Detecting commonality in multidimensional fish movement histories using sequence analysis

Background

Acoustic telemetry, for tracking fish movement histories, is multidimensional capturing both spatial and temporal domains. Oftentimes, analyses of such data are limited to a single domain, one domain nested within the other, or ad hoc approaches that simultaneously consider both domains. Sequence analysis, on the other hand, offers a repeatable statistical framework that uses a sequence alignment algorithm to calculate pairwise dissimilarities among individual movement histories and then hierarchical agglomerative clustering to identify groups of fish with similar movement histories. The objective of this paper is to explore how acoustic telemetry data can be fit to this statistical framework and used to identify commonalities in the movement histories of acoustic-tagged sea lamprey during upstream migration through the St. Clair-Detroit River System.

Results

Five significant clusters were identified among individual fish. Clusters represented differences in timing of movements (short vs long duration in the Detroit R. and Lake St.
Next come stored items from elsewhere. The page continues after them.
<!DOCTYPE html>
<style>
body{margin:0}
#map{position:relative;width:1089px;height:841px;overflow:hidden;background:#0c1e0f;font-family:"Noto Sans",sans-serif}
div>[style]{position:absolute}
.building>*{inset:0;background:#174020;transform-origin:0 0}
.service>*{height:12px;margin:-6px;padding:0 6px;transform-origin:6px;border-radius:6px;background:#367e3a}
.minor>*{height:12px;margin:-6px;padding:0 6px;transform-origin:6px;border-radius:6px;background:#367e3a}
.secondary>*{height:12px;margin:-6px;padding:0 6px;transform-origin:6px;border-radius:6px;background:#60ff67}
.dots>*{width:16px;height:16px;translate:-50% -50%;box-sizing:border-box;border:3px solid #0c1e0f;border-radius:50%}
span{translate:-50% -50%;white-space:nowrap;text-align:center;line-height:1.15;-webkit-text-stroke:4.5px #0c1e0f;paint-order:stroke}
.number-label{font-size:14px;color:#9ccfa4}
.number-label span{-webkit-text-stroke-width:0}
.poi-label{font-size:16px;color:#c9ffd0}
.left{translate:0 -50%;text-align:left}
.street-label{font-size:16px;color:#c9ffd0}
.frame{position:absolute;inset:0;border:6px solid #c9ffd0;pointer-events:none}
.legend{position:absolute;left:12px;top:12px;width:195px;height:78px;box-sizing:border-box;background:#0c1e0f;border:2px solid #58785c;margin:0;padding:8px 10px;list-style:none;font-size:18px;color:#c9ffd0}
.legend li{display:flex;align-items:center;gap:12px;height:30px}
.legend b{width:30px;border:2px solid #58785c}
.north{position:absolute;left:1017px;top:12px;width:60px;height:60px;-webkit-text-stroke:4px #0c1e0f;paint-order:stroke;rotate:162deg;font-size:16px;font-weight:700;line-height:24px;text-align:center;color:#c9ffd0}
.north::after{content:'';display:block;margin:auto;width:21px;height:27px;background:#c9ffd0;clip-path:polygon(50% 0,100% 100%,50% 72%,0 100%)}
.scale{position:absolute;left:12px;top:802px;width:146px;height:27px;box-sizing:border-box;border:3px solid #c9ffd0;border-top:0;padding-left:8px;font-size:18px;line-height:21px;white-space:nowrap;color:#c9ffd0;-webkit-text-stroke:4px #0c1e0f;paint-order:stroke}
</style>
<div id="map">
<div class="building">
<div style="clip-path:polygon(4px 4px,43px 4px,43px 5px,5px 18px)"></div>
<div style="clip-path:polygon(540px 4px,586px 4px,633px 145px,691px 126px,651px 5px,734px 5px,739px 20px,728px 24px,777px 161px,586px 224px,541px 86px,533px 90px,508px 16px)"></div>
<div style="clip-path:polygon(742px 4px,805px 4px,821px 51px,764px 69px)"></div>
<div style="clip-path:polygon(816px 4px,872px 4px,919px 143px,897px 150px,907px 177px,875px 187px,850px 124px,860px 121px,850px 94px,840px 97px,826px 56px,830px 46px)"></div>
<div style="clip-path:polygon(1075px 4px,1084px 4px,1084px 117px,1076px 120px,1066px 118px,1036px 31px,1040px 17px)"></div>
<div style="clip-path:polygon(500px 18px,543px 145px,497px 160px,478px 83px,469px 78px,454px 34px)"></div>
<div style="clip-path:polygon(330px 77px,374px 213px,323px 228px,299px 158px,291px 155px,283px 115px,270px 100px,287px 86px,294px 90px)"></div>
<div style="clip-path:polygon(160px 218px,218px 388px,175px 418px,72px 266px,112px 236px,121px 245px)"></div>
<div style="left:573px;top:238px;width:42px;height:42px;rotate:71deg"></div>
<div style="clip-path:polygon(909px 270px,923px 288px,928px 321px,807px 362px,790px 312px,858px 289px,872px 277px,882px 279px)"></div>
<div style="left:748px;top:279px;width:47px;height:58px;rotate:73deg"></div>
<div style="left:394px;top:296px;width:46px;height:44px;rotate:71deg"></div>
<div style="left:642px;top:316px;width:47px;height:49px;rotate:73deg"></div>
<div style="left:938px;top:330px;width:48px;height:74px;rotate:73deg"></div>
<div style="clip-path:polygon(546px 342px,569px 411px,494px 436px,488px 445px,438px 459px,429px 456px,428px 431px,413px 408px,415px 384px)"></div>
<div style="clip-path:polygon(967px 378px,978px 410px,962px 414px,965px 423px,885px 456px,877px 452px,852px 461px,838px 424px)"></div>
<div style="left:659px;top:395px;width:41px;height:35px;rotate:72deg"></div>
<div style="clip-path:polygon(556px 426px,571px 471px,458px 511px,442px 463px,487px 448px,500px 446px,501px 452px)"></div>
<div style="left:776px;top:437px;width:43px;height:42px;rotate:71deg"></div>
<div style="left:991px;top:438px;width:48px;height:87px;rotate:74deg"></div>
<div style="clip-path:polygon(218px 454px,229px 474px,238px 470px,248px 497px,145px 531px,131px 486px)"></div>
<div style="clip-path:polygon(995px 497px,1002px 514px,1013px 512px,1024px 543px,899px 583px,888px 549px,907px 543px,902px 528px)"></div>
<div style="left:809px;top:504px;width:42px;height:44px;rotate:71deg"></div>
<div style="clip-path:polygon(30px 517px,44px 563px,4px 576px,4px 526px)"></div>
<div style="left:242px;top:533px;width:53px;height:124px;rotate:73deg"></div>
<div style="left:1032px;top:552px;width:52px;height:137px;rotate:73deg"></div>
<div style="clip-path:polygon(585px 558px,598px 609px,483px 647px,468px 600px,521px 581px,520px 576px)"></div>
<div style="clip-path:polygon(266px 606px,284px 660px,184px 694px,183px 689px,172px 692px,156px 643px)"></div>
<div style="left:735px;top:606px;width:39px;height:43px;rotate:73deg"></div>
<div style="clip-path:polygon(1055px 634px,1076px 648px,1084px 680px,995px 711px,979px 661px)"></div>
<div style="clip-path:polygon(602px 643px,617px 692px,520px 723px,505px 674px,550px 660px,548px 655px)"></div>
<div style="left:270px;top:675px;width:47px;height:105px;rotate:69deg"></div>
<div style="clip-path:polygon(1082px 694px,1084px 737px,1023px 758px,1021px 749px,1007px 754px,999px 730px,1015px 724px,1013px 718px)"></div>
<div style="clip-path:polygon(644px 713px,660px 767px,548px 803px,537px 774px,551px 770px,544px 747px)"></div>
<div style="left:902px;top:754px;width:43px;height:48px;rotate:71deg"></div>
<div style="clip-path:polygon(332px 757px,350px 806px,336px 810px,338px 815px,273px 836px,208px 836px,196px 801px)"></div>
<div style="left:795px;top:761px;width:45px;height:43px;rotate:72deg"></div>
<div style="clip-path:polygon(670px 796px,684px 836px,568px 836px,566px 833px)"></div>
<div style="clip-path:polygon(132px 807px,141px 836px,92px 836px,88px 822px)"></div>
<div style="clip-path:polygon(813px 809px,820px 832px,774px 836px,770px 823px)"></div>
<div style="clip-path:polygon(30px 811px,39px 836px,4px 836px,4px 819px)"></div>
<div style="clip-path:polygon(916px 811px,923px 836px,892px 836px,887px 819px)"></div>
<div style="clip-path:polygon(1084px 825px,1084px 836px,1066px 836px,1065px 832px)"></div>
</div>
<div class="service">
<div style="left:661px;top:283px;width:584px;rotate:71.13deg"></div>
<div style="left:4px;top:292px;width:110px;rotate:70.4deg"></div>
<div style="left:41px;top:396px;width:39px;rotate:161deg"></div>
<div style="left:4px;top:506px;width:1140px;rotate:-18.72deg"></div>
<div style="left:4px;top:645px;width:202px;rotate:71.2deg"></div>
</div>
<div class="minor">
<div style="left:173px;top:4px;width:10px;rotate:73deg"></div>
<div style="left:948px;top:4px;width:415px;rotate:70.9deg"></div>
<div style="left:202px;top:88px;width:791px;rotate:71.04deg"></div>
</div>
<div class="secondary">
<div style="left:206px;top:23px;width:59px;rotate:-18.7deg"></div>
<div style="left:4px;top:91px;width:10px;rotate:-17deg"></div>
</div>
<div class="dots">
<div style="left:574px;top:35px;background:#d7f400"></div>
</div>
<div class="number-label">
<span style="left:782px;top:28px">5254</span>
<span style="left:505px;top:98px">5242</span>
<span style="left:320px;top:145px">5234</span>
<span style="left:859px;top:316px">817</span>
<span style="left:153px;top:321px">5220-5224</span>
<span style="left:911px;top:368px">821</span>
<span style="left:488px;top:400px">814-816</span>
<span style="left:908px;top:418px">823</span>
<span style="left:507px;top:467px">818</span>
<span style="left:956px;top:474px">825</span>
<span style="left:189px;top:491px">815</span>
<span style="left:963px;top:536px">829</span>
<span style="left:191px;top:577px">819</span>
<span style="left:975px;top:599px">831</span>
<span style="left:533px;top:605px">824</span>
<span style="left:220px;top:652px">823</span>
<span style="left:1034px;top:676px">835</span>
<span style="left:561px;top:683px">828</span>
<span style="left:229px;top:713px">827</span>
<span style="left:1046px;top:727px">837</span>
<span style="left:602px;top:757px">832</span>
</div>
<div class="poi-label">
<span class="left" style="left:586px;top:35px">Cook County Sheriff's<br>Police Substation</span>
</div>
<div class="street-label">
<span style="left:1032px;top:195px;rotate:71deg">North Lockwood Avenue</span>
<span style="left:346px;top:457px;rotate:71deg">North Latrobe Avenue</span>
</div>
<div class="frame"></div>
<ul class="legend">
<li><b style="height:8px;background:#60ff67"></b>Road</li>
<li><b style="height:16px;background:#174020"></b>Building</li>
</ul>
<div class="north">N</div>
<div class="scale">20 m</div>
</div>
Clair); extent of upstream migration (ceased migration in Lake St. Clair, lower St. Clair R., or upper St. Clair R.), and occurrence of fallback (return to Lake St. Clair after ceasing migration in the St. Clair R.). Inferences about sea lamprey distribution and behavior from these results were similar to those reached in a previous analysis using ad-hoc analysis methods.

Conclusions

The repeatable statistical framework outlined here can be used to group sea lamprey movement histories based on shared sequence characteristics (i.e., chronological order of “states” occupied). Further, this framework is flexible and allows researchers to define a priori the movement aspect (e.g., order, timing, duration) that is important for identifying both common or previously undetected movement histories. As such, we do not view sequence analysis as a panacea but as a useful complement to other modelling approaches (i.e., exploratory tool for informing hypothesis development) or a stand-alone semi-quantitative method for generating a simplified, temporally and spatially structured view of complex acoustic telemetry data and hypothesis testing when observed patterns warrant further investigation.